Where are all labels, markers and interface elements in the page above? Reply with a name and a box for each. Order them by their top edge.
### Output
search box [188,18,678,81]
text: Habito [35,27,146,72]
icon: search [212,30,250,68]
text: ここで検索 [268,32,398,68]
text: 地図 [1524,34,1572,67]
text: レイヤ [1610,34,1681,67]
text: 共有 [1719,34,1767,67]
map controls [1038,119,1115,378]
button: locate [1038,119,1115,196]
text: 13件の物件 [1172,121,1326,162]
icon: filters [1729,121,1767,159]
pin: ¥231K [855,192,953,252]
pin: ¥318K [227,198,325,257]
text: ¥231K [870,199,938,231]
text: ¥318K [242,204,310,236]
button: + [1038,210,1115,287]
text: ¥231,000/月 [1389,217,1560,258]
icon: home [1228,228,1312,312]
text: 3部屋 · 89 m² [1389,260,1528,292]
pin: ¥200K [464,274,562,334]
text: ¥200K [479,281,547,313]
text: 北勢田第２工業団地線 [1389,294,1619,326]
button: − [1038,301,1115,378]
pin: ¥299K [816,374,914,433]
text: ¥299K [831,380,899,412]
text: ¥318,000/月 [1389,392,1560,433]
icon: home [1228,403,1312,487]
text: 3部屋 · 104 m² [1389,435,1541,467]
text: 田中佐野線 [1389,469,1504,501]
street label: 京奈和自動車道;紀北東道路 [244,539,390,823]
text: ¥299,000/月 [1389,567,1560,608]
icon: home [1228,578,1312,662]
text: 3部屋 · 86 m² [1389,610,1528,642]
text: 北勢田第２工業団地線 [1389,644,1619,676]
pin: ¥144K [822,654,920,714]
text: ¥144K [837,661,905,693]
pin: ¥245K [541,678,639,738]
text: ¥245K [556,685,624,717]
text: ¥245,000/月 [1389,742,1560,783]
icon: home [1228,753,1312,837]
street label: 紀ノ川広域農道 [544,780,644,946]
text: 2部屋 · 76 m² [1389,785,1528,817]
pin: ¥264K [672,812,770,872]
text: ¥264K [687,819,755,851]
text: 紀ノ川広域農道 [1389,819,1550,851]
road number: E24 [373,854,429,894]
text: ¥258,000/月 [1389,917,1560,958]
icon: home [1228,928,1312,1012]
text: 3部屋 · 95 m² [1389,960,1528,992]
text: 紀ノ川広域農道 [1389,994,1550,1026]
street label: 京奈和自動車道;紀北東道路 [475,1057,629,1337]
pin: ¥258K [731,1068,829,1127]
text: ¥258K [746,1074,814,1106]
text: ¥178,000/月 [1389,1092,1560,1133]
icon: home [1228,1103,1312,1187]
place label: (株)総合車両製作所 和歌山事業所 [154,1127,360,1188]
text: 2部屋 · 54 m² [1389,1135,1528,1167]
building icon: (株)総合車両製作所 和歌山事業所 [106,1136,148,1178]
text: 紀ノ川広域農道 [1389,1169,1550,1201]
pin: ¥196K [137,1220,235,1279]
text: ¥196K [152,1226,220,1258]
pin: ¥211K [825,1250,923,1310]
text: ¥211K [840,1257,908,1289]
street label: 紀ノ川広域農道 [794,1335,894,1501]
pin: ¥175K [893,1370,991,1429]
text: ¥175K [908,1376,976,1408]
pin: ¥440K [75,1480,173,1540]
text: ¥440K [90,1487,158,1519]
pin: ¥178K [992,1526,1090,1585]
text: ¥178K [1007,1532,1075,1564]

○ ○ ○ ○

> YOUR OBJECTIVE
Output the whole listing again, keeping every line identical.

> ANSWER SPACE
Where are all labels, markers and interface elements in the page above? Reply with a name and a box for each. Order them by their top edge.
### Output
search box [188,18,678,81]
text: Habito [35,27,146,72]
icon: search [212,30,250,68]
text: ここで検索 [268,32,398,68]
text: 地図 [1524,34,1572,67]
text: レイヤ [1610,34,1681,67]
text: 共有 [1719,34,1767,67]
map controls [1038,119,1115,378]
button: locate [1038,119,1115,196]
text: 13件の物件 [1172,121,1326,162]
icon: filters [1729,121,1767,159]
pin: ¥231K [855,192,953,252]
pin: ¥318K [227,198,325,257]
text: ¥231K [870,199,938,231]
text: ¥318K [242,204,310,236]
button: + [1038,210,1115,287]
text: ¥231,000/月 [1389,217,1560,258]
icon: home [1228,228,1312,312]
text: 3部屋 · 89 m² [1389,260,1528,292]
pin: ¥200K [464,274,562,334]
text: ¥200K [479,281,547,313]
text: 北勢田第２工業団地線 [1389,294,1619,326]
button: − [1038,301,1115,378]
pin: ¥299K [816,374,914,433]
text: ¥299K [831,380,899,412]
text: ¥318,000/月 [1389,392,1560,433]
icon: home [1228,403,1312,487]
text: 3部屋 · 104 m² [1389,435,1541,467]
text: 田中佐野線 [1389,469,1504,501]
street label: 京奈和自動車道;紀北東道路 [244,539,390,823]
text: ¥299,000/月 [1389,567,1560,608]
icon: home [1228,578,1312,662]
text: 3部屋 · 86 m² [1389,610,1528,642]
text: 北勢田第２工業団地線 [1389,644,1619,676]
pin: ¥144K [822,654,920,714]
text: ¥144K [837,661,905,693]
pin: ¥245K [541,678,639,738]
text: ¥245K [556,685,624,717]
text: ¥245,000/月 [1389,742,1560,783]
icon: home [1228,753,1312,837]
street label: 紀ノ川広域農道 [544,780,644,946]
text: 2部屋 · 76 m² [1389,785,1528,817]
pin: ¥264K [672,812,770,872]
text: ¥264K [687,819,755,851]
text: 紀ノ川広域農道 [1389,819,1550,851]
road number: E24 [373,854,429,894]
text: ¥258,000/月 [1389,917,1560,958]
icon: home [1228,928,1312,1012]
text: 3部屋 · 95 m² [1389,960,1528,992]
text: 紀ノ川広域農道 [1389,994,1550,1026]
street label: 京奈和自動車道;紀北東道路 [475,1057,629,1337]
pin: ¥258K [731,1068,829,1127]
text: ¥258K [746,1074,814,1106]
text: ¥178,000/月 [1389,1092,1560,1133]
icon: home [1228,1103,1312,1187]
place label: (株)総合車両製作所 和歌山事業所 [154,1127,360,1188]
text: 2部屋 · 54 m² [1389,1135,1528,1167]
building icon: (株)総合車両製作所 和歌山事業所 [106,1136,148,1178]
text: 紀ノ川広域農道 [1389,1169,1550,1201]
pin: ¥196K [137,1220,235,1279]
text: ¥196K [152,1226,220,1258]
pin: ¥211K [825,1250,923,1310]
text: ¥211K [840,1257,908,1289]
street label: 紀ノ川広域農道 [794,1335,894,1501]
pin: ¥175K [893,1370,991,1429]
text: ¥175K [908,1376,976,1408]
pin: ¥440K [75,1480,173,1540]
text: ¥440K [90,1487,158,1519]
pin: ¥178K [992,1526,1090,1585]
text: ¥178K [1007,1532,1075,1564]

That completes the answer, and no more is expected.